◆ What to do
Please set down the records below exactly as they appear.

◆ Stored data entries
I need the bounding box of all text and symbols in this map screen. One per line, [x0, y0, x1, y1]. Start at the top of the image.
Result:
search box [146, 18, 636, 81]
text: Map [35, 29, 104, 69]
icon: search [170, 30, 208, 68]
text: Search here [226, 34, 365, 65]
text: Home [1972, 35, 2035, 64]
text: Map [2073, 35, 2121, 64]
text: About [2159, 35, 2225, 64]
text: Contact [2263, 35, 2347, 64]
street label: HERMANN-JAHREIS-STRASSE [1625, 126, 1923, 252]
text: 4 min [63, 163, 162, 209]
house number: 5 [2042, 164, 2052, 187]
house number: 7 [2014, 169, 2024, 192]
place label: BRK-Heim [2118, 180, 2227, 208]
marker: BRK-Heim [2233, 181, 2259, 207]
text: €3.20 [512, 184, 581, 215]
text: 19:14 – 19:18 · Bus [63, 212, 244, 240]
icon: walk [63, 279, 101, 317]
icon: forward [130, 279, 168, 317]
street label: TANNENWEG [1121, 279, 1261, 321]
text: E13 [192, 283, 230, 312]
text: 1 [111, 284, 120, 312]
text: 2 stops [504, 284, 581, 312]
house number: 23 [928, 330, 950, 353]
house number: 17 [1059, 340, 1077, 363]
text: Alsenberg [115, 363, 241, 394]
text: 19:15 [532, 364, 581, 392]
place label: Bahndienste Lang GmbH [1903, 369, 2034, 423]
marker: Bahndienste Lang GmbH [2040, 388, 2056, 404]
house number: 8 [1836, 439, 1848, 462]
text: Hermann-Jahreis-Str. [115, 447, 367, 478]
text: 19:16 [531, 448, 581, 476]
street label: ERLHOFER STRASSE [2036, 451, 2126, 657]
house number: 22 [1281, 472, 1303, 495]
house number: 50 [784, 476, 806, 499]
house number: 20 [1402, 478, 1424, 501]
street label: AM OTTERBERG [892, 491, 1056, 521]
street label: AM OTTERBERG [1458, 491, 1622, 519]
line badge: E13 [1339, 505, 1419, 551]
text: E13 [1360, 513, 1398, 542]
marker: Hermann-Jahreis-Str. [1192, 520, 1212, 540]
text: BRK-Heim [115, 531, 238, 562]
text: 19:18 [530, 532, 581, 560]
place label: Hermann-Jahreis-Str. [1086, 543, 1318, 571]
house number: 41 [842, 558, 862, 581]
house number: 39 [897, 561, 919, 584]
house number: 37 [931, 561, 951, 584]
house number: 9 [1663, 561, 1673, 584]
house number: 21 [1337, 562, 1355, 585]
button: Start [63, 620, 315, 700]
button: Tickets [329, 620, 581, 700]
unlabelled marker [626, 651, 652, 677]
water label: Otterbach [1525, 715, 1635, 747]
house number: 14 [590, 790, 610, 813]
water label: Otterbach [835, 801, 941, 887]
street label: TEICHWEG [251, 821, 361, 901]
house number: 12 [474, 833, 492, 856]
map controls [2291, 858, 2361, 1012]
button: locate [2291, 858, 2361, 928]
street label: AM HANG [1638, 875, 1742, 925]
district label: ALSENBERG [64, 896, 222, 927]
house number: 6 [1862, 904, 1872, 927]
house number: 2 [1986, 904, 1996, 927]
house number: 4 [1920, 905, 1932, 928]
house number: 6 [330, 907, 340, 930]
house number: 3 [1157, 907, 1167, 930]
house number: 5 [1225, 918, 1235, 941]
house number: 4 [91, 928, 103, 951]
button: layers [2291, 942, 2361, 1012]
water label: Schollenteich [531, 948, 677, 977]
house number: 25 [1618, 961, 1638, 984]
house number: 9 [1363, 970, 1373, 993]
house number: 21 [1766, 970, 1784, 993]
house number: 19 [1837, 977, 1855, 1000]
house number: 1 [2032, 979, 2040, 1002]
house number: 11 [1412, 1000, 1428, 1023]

◆ Solution for this task
I need the bounding box of all text and symbols in this map screen. One per line, [x0, y0, x1, y1]. Start at the top of the image.
Result:
search box [146, 18, 636, 81]
text: Map [35, 29, 104, 69]
icon: search [170, 30, 208, 68]
text: Search here [226, 34, 365, 65]
text: Home [1972, 35, 2035, 64]
text: Map [2073, 35, 2121, 64]
text: About [2159, 35, 2225, 64]
text: Contact [2263, 35, 2347, 64]
street label: HERMANN-JAHREIS-STRASSE [1625, 126, 1923, 252]
text: 4 min [63, 163, 162, 209]
house number: 5 [2042, 164, 2052, 187]
house number: 7 [2014, 169, 2024, 192]
place label: BRK-Heim [2118, 180, 2227, 208]
marker: BRK-Heim [2233, 181, 2259, 207]
text: €3.20 [512, 184, 581, 215]
text: 19:14 – 19:18 · Bus [63, 212, 244, 240]
icon: walk [63, 279, 101, 317]
icon: forward [130, 279, 168, 317]
street label: TANNENWEG [1121, 279, 1261, 321]
text: E13 [192, 283, 230, 312]
text: 1 [111, 284, 120, 312]
text: 2 stops [504, 284, 581, 312]
house number: 23 [928, 330, 950, 353]
house number: 17 [1059, 340, 1077, 363]
text: Alsenberg [115, 363, 241, 394]
text: 19:15 [532, 364, 581, 392]
place label: Bahndienste Lang GmbH [1903, 369, 2034, 423]
marker: Bahndienste Lang GmbH [2040, 388, 2056, 404]
house number: 8 [1836, 439, 1848, 462]
text: Hermann-Jahreis-Str. [115, 447, 367, 478]
text: 19:16 [531, 448, 581, 476]
street label: ERLHOFER STRASSE [2036, 451, 2126, 657]
house number: 22 [1281, 472, 1303, 495]
house number: 50 [784, 476, 806, 499]
house number: 20 [1402, 478, 1424, 501]
street label: AM OTTERBERG [892, 491, 1056, 521]
street label: AM OTTERBERG [1458, 491, 1622, 519]
line badge: E13 [1339, 505, 1419, 551]
text: E13 [1360, 513, 1398, 542]
marker: Hermann-Jahreis-Str. [1192, 520, 1212, 540]
text: BRK-Heim [115, 531, 238, 562]
text: 19:18 [530, 532, 581, 560]
place label: Hermann-Jahreis-Str. [1086, 543, 1318, 571]
house number: 41 [842, 558, 862, 581]
house number: 39 [897, 561, 919, 584]
house number: 37 [931, 561, 951, 584]
house number: 9 [1663, 561, 1673, 584]
house number: 21 [1337, 562, 1355, 585]
button: Start [63, 620, 315, 700]
button: Tickets [329, 620, 581, 700]
unlabelled marker [626, 651, 652, 677]
water label: Otterbach [1525, 715, 1635, 747]
house number: 14 [590, 790, 610, 813]
water label: Otterbach [835, 801, 941, 887]
street label: TEICHWEG [251, 821, 361, 901]
house number: 12 [474, 833, 492, 856]
map controls [2291, 858, 2361, 1012]
button: locate [2291, 858, 2361, 928]
street label: AM HANG [1638, 875, 1742, 925]
district label: ALSENBERG [64, 896, 222, 927]
house number: 6 [1862, 904, 1872, 927]
house number: 2 [1986, 904, 1996, 927]
house number: 4 [1920, 905, 1932, 928]
house number: 6 [330, 907, 340, 930]
house number: 3 [1157, 907, 1167, 930]
house number: 5 [1225, 918, 1235, 941]
house number: 4 [91, 928, 103, 951]
button: layers [2291, 942, 2361, 1012]
water label: Schollenteich [531, 948, 677, 977]
house number: 25 [1618, 961, 1638, 984]
house number: 9 [1363, 970, 1373, 993]
house number: 21 [1766, 970, 1784, 993]
house number: 19 [1837, 977, 1855, 1000]
house number: 1 [2032, 979, 2040, 1002]
house number: 11 [1412, 1000, 1428, 1023]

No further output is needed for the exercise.